Don’t wait on your new job to start making lifestyle changes and taking action against your debt. A new job with a higher income means you have more money to put towards debt payoff, but your payoff plan and actionable steps remain as the foundation.
Move to a Less Expensive Location
It’s no secret that some cities are more expensive than others. If you have the option to move, it’s worth considering as a strategy to help you pay down your debt. If a new city has a lower cost of living a move could help you with your big goals.
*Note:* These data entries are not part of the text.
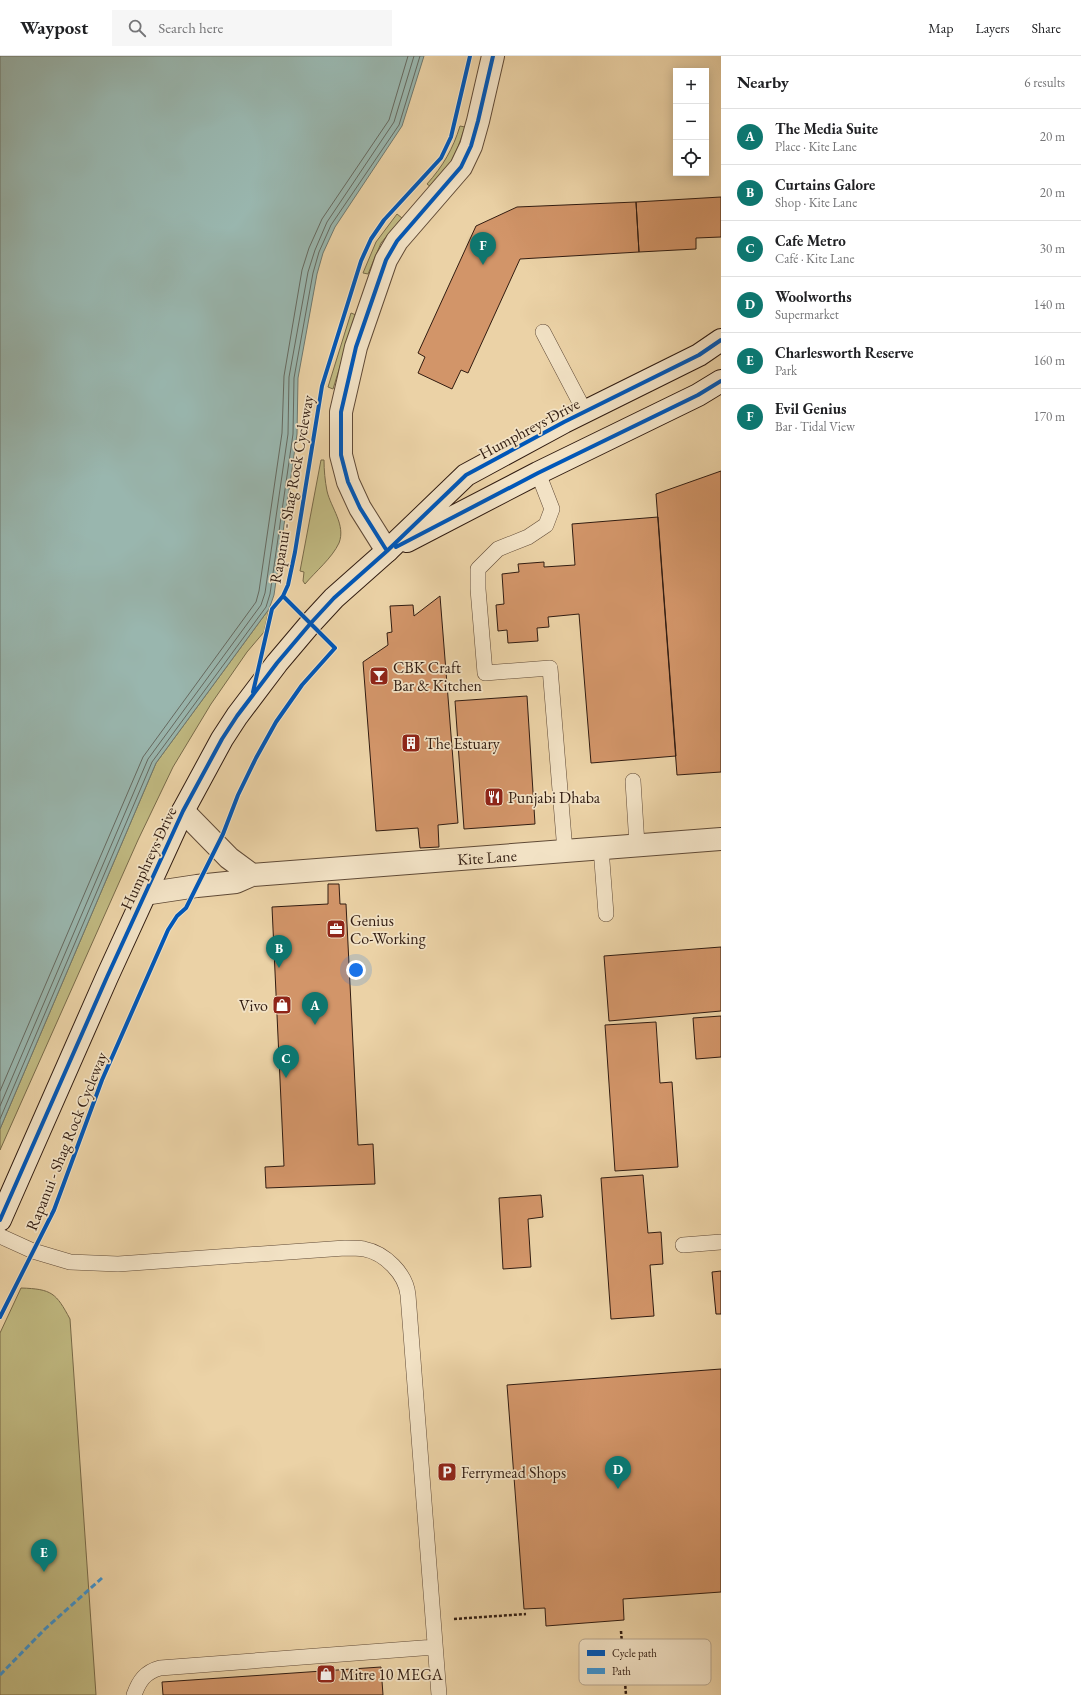 <!DOCTYPE html>
<html lang="en">
<head>
<meta charset="utf-8">
<style>
  :root { --surface:#fff; --page:#f6f6f6; --text:#202124; --muted:#757577; --line:#e0e0e0; --accent:#0f766e }
  body { margin:0; font-family:"EB Garamond",serif; background:var(--page); color:var(--text) }
  .controls { position:absolute; right:12px; top:12px; display:grid; overflow:hidden; border-radius:0px; box-shadow:0 2px 10px #0003 }
  .controls button { width:36px; height:36px; display:grid; place-items:center; padding:0; border:0; border-bottom:1px solid var(--line); background:var(--surface); color:var(--text); font:20px sans-serif }
  .you { position:absolute; left:356px; top:914px; width:14px; height:14px; margin:-10px; border:3px solid #fff; border-radius:50%; background:#1a73e8; box-shadow:0 0 0 6px #1a73e833 }
  .badge { display:grid; place-items:center; width:26px; height:26px; border-radius:50%; background:var(--accent); color:#fff; font-size:13px; font-weight:700 }
  .pin { position:absolute; translate:-50% -33px; filter:drop-shadow(0 1px 2px #0008) }
  .pin::after { content:''; position:absolute; top:21px; width:14px; height:12px; background:inherit; clip-path:polygon(0 0,100% 0,50% 100%) }
  .list { margin:0; padding:0; list-style:none }
  h2 { display:flex; justify-content:space-between; align-items:center; height:52px; margin:0; padding:0 16px; font-size:17px }
  h2 small { font-size:13px; font-weight:400; color:var(--muted) }
  .list li { display:grid; grid-template-columns:26px 1fr auto; gap:12px; align-items:center; box-sizing:border-box; height:56px; padding:0 16px; border-top:1px solid var(--line) }
  .list b { display:block; font-size:15px; white-space:nowrap }
  .list p { margin:0; font-size:13px; white-space:nowrap; color:var(--muted) }
  .list em { font-size:13px; font-style:normal; color:var(--muted) }
  .icon { flex:none; width:22px; height:22px; fill:none; stroke:currentColor; stroke-width:2; stroke-linecap:round; stroke-linejoin:round }
  .map { position:relative; flex:none; width:721px; height:1639px; overflow:hidden }
  header { display:flex; align-items:center; gap:24px; box-sizing:border-box; height:56px; padding:0 20px; background:var(--surface); border-bottom:1px solid var(--line) }
  header strong { font-size:19px }
  nav { display:flex; gap:22px; margin-inline-start:auto; font-size:14px }
  .search { width:280px; height:36px; background:var(--page); display:flex; align-items:center; gap:10px; box-sizing:border-box; padding:0 14px; border-radius:0px; color:var(--muted); font-size:15px }
  main { display:flex }
  aside { flex:1; background:var(--surface) }
  .map>svg:first-child { display:block }
  .green { fill:#c0b981; stroke:#786a49 }
  .water { fill:#99b6ae; stroke:#6f786f }
  .lines { fill:none; stroke-linecap:round; stroke-linejoin:round }
  .shore { stroke:#656960; stroke-width:1 }
  .building { fill:#d29569; stroke:#311c11 }
  .service-casing { stroke:#604a36; stroke-width:16 }
  .minor-casing { stroke:#604a36; stroke-width:24 }
  .secondary-casing { stroke:#311c11; stroke-width:24 }
  .path { stroke:#311c11; stroke-width:2.5; stroke-dasharray:3 2; stroke-linecap:butt }
  .service { stroke:#f2e2c5; stroke-width:15 }
  .minor { stroke:#f2e2c5; stroke-width:22 }
  .secondary { stroke:#f2e2c5; stroke-width:22 }
  .quiet { stroke:#3d94d3; stroke-width:3; stroke-dasharray:6 3; stroke-linecap:butt }
  .cycleway-casing { stroke:#f2e2c5; stroke-width:6 }
  .cycleway { stroke:#0057b8; stroke-width:4 }
  .labels { text-anchor:middle; stroke-width:3.5; stroke-linejoin:round; paint-order:stroke }
  .street-label { font-size:16px; fill:#311c11; stroke:#f2e2c5 }
  .poi-label { font-size:16px; fill:#311c11; stroke:#f2e2c5; text-anchor:start }
  .key { fill:#f2e2c5; stroke:#b8a78f; stroke-width:1 }
  .key-label { font-size:11px; fill:#311c11 }
</style>
</head>
<body>
<header>
<strong>Waypost</strong>
<div class="search"><svg class="icon" aria-label="search" viewBox="0 0 24 24"><circle cx="10" cy="10" r="6"/><path d="M15 15l6 6"/></svg>Search here</div>
<nav><a>Map</a><a>Layers</a><a>Share</a></nav>
</header>
<main>
<div class="map">
<svg width="721" height="1639" viewBox="0 0 721 1639">
  <rect width="100%" height="100%" fill="#ebd2a6"/>
  <filter id="stains"><feTurbulence type="fractalNoise" baseFrequency=".005" numOctaves="4"/><feColorMatrix values="0 0 0 0 .2 0 0 0 0 .09 0 0 0 0 .02 0 0 0 .5 -.17"/></filter>
  <radialGradient id="worn" r=".72"><stop offset=".6" stop-color="#630" stop-opacity="0"/><stop offset="1" stop-color="#630" stop-opacity=".3"/></radialGradient>
  <path class="green" d="M460,70L465,71L458,91L450,108L431,131L427,128C443,110 453,93 460,70Z
    M397,158L402,162L381,187L368,218L363,217L376,186Z
    M351,257L356,259L333,333L328,331Z
    M321,404H324C324,414 325,425 327,435C331,452 346,469 339,487C332,502 316,515 305,528L303,525L304,516L300,515Z
    M269,553L264,576L247,596L211,648L173,711L138,784L0,1094V1073L156,707Z
    M21,1232C52,1233 56,1237 70,1263L96,1639H0V1277Z"/>
  <path class="water" d="M0,0H424L402,70L335,171L323,197L317,218L298,322L297,378L274,539L269,553L156,707L0,1073Z"/>
  <g class="lines">
    <path class="shore" d="M0,1035L143,701L256,546L259,535L282,377L284,320L302,214L309,192L322,163L389,64L408,0
      M0,1050L148,703L261,549L265,537L288,378L289,321L308,216L315,194L327,166L394,66L414,0
      M0,1063L152,706L266,551L270,538L293,378L294,322L313,217L319,196L331,169L399,69L420,0"/>
  </g>
  <path class="building" d="M721,141V181L696,182V193L639,196L636,146Z
    M636,146L639,196L520,203L468,317L461,314L452,333L418,317L425,301L418,297L476,170L517,151Z
    M721,415V716L677,719L656,438Z
    M658,461L676,700L591,707L579,558L548,561L549,571L537,572L538,585L508,587L507,574L498,575L496,549L504,548L502,518L519,516L518,508L544,506V511L575,509L572,468Z
    M440,540L458,767L438,769L439,791L420,792L418,772L376,775L363,606L388,589L387,577L392,576L390,550L413,549L414,560Z
    M527,640L535,768L464,773L455,645Z
    M328,828H339L340,848H346L358,1089L373,1088L375,1128L266,1132L265,1111L284,1110L272,851L328,848Z
    M721,891V955L609,965L604,900Z
    M721,960V1001L696,1003L693,962Z
    M656,966L660,1027L672,1026L678,1111L615,1115L605,969Z
    M643,1119L648,1177L661,1176L663,1208L650,1209L654,1260L611,1263L601,1122Z
    M541,1139L543,1161L528,1163L531,1211L503,1213L499,1142Z
    M721,1215V1258H716L712,1216Z
    M721,1313V1536L623,1543L624,1564L546,1570L545,1552L524,1553L507,1329Z
    M381,1611L383,1639H163L162,1626Z"/>
  <g class="lines">
    <defs>
      <path id="service" d="M543,276L585,356
        M538,417L552,453L546,469L528,481L498,493L478,513V533L485,617L550,612L565,795
        M633,725L637,789
        M601,792L606,858
        M0,1180L33,1195L70,1206L118,1208L345,1192C351,1192 358,1192 364,1193C385,1197 406,1218 408,1239L439,1639
        M683,1189L721,1186
        M134,1639C139,1625 145,1616 160,1612L435,1591"/>
      <path id="minor" d="M387,495L360,452L348,426L341,399V356L356,291L386,204L397,185L461,111L471,90L478,65L493,0
        M183,755L229,802L252,819
        M144,838L197,830L236,826L252,819L721,783"/>
      <path id="secondary" d="M407,485L538,417L698,339L721,325
        M0,1164L107,921L183,755L222,683L237,660L277,607L310,568L334,542L387,495L466,419L564,366L699,299L721,284"/>
    </defs>
    <use href="#service" class="service-casing"/>
    <use href="#minor" class="minor-casing"/>
    <use href="#secondary" class="secondary-casing"/>
    <path class="path" d="M454,1563L526,1558
      M621,1575L626,1639"/>
    <use href="#service" class="service"/>
    <use href="#minor" class="minor"/>
    <use href="#secondary" class="secondary"/>
    <path class="quiet" d="M0,1619L45,1573L102,1522"/>
    <defs>
      <path id="cycleway" d="M396,491L538,417L698,339L721,325
        M387,495L360,452L348,426L341,399V356L356,291L386,204L397,185L461,111L471,90L478,65L493,0
        M253,636L272,553L283,540
        M0,1164L107,921L183,755L222,683L237,660L277,607L310,568L334,542L387,495L466,419L564,366L699,299L721,284
        M0,1261L54,1154L102,1024L168,874L177,860L186,852L223,778L238,739L256,702L276,666L302,629L335,592L283,540L288,529L295,496L322,330L361,205L371,183L384,164L441,102L451,81L470,0"/>
    </defs>
    <use href="#cycleway" class="cycleway-casing"/>
    <use href="#cycleway" class="cycleway"/>
  </g>
  <defs>
    <symbol id="bar-square" viewBox="-11 -11 22 22"><rect x="-9" y="-9" width="18" height="18" rx="4" fill="#8f2418" stroke="#f2e2c5"/><path d="M-6-5H6L.8 .8V4.5H3.5V6h-7V4.5H-.8V.8Z" fill="#fff"/></symbol>
    <symbol id="building-square" viewBox="-11 -11 22 22"><rect x="-9" y="-9" width="18" height="18" rx="4" fill="#8f2418" stroke="#f2e2c5"/><path d="M-4-6H4V6H1V3H-1V6H-4ZM-2.5-4.3h1.7v1.8h-1.7ZM.8-4.3h1.7v1.8H.8ZM-2.5-1h1.7V.8h-1.7ZM.8-1h1.7V.8H.8Z" fill="#fff"/></symbol>
    <symbol id="restaurant-square" viewBox="-11 -11 22 22"><rect x="-9" y="-9" width="18" height="18" rx="4" fill="#8f2418" stroke="#f2e2c5"/><path d="M-5-6h1v4h1v-4h1v4h1v-4h1v5L-1.5 .5V6h-2V.5L-5-1ZM5-6V6H3V1.5H1.5Q1.5-4 5-6Z" fill="#fff"/></symbol>
    <symbol id="office-square" viewBox="-11 -11 22 22"><rect x="-9" y="-9" width="18" height="18" rx="4" fill="#8f2418" stroke="#f2e2c5"/><path d="M-6-3h4V-5.5h4V-3h4V5H-6ZM-1-4.5V-3h2v-1.5ZM-6 0V1H6V0Z" fill="#fff"/></symbol>
    <symbol id="shop-square" viewBox="-11 -11 22 22"><rect x="-9" y="-9" width="18" height="18" rx="4" fill="#8f2418" stroke="#f2e2c5"/><path d="M-5-2.5h2.3a2.7 3.5 0 0 1 5.4 0H5L5.5 6h-11ZM-1.5-2.5h3a1.5 2.3 0 0 0-3 0Z" fill="#fff"/></symbol>
    <symbol id="parking-square" viewBox="-11 -11 22 22"><rect x="-9" y="-9" width="18" height="18" rx="4" fill="#8f2418" stroke="#f2e2c5"/><path d="M-3.5-5.5H1a3.5 3.5 0 0 1 0 7H-1V5.5H-3.5ZM-1-3.4V-.6H.8a1.4 1.4 0 0 0 0-2.8Z" fill="#fff"/></symbol>
  </defs>
  <g fill-rule="evenodd">
    <use href="#bar-square" x="368" y="609" width="22" height="22"/>
    <use href="#building-square" x="400" y="676" width="22" height="22"/>
    <use href="#restaurant-square" x="483" y="730" width="22" height="22"/>
    <use href="#office-square" x="325" y="862" width="22" height="22"/>
    <use href="#shop-square" x="271" y="938" width="22" height="22"/>
    <use href="#parking-square" x="436" y="1405" width="22" height="22"/>
    <use href="#shop-square" x="315" y="1607" width="22" height="22"/>
  </g>
  <g class="labels">
    <g class="street-label">
      <text transform="translate(529 372) rotate(-28)" y="6">Humphreys Drive</text>
      <text transform="translate(291 433) rotate(-80)" y="6">Rapanui - Shag Rock Cycleway</text>
      <text transform="translate(487 801) rotate(-4)" y="6">Kite Lane</text>
      <text transform="translate(148 802) rotate(-65)" y="6">Humphreys Drive</text>
      <text transform="translate(66 1085) rotate(-68)" y="6">Rapanui - Shag Rock Cycleway</text>
    </g>
    <g class="poi-label">
      <text x="393" y="617">CBK Craft<tspan x="393" dy="18">Bar &amp; Kitchen</tspan></text>
      <text x="425" y="693">The Estuary</text>
      <text x="508" y="747">Punjabi Dhaba</text>
      <text x="350" y="870">Genius<tspan x="350" dy="18">Co-Working</tspan></text>
      <text x="268" y="955" text-anchor="end">Vivo</text>
      <text x="461" y="1422">Ferrymead Shops</text>
      <text x="340" y="1624">Mitre 10 MEGA</text>
    </g>
  </g>
  <rect x="579" y="1583" width="132" height="46" rx="6" class="key"/>
  <rect x="587" y="1594" width="18" height="6" fill="#0057b8"/>
  <rect x="587" y="1612" width="18" height="6" fill="#3d94d3"/>
  <g class="key-label">
    <text x="612" y="1601">Cycle path</text>
    <text x="612" y="1619">Path</text>
  </g>
  <rect width="100%" height="100%" filter="url(#stains)"/>
  <rect width="100%" height="100%" fill="url(#worn)"/>
</svg>
<div class="controls">
<button>+</button>
<button>−</button>
<button><svg class="icon" aria-label="locate" viewBox="0 0 24 24"><circle cx="12" cy="12" r="6"/><path d="M12 2v4M12 18v4M2 12h4M18 12h4"/></svg></button>
</div>
<div class="you"></div>
<div class="pin badge" style="left:315px;top:969px">A</div>
<div class="pin badge" style="left:279px;top:912px">B</div>
<div class="pin badge" style="left:286px;top:1022px">C</div>
<div class="pin badge" style="left:618px;top:1433px">D</div>
<div class="pin badge" style="left:44px;top:1516px">E</div>
<div class="pin badge" style="left:483px;top:209px">F</div>
</div>
<aside>
<h2>Nearby<small>6 results</small></h2>
<ul class="list">
<li><span class="badge">A</span><div><b>The Media Suite</b><p>Place · Kite Lane</p></div><em>20 m</em></li>
<li><span class="badge">B</span><div><b>Curtains Galore</b><p>Shop · Kite Lane</p></div><em>20 m</em></li>
<li><span class="badge">C</span><div><b>Cafe Metro</b><p>Café · Kite Lane</p></div><em>30 m</em></li>
<li><span class="badge">D</span><div><b>Woolworths</b><p>Supermarket</p></div><em>140 m</em></li>
<li><span class="badge">E</span><div><b>Charlesworth Reserve</b><p>Park</p></div><em>160 m</em></li>
<li><span class="badge">F</span><div><b>Evil Genius</b><p>Bar · Tidal View</p></div><em>170 m</em></li>
</ul>
</aside>
</main>
</body>
</html>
Another word of caution though: moving is expensive. A long-distance move costs an average of $4,950, so this should only be considered if you can move without going further into debt.
Sell Your Car
If you have less expensive options for transportation, or you’ve transitioned to working from home, it may be time to consider selling your car. Cars require more than just a car payment. You’ll also face maintenance costs, repairs, insurance, and parking costs. Going carless can give a big boost to your debt payment program, and once you clear your debts you can consider rewarding yourself with a well-chosen affordable vehicle.
Final Thoughts on Getting Out of Debt
Tackling your debt is a three-part process: Understand your debts, make a plan, and put your plan into action. It’s not as easy as it sounds. It takes hard work, persistence, and discipline. But with a solid plan and a willingness to make changes in your lifestyle, your goal of getting out of debt in 2022 can become a reality. The goal is worth the effort!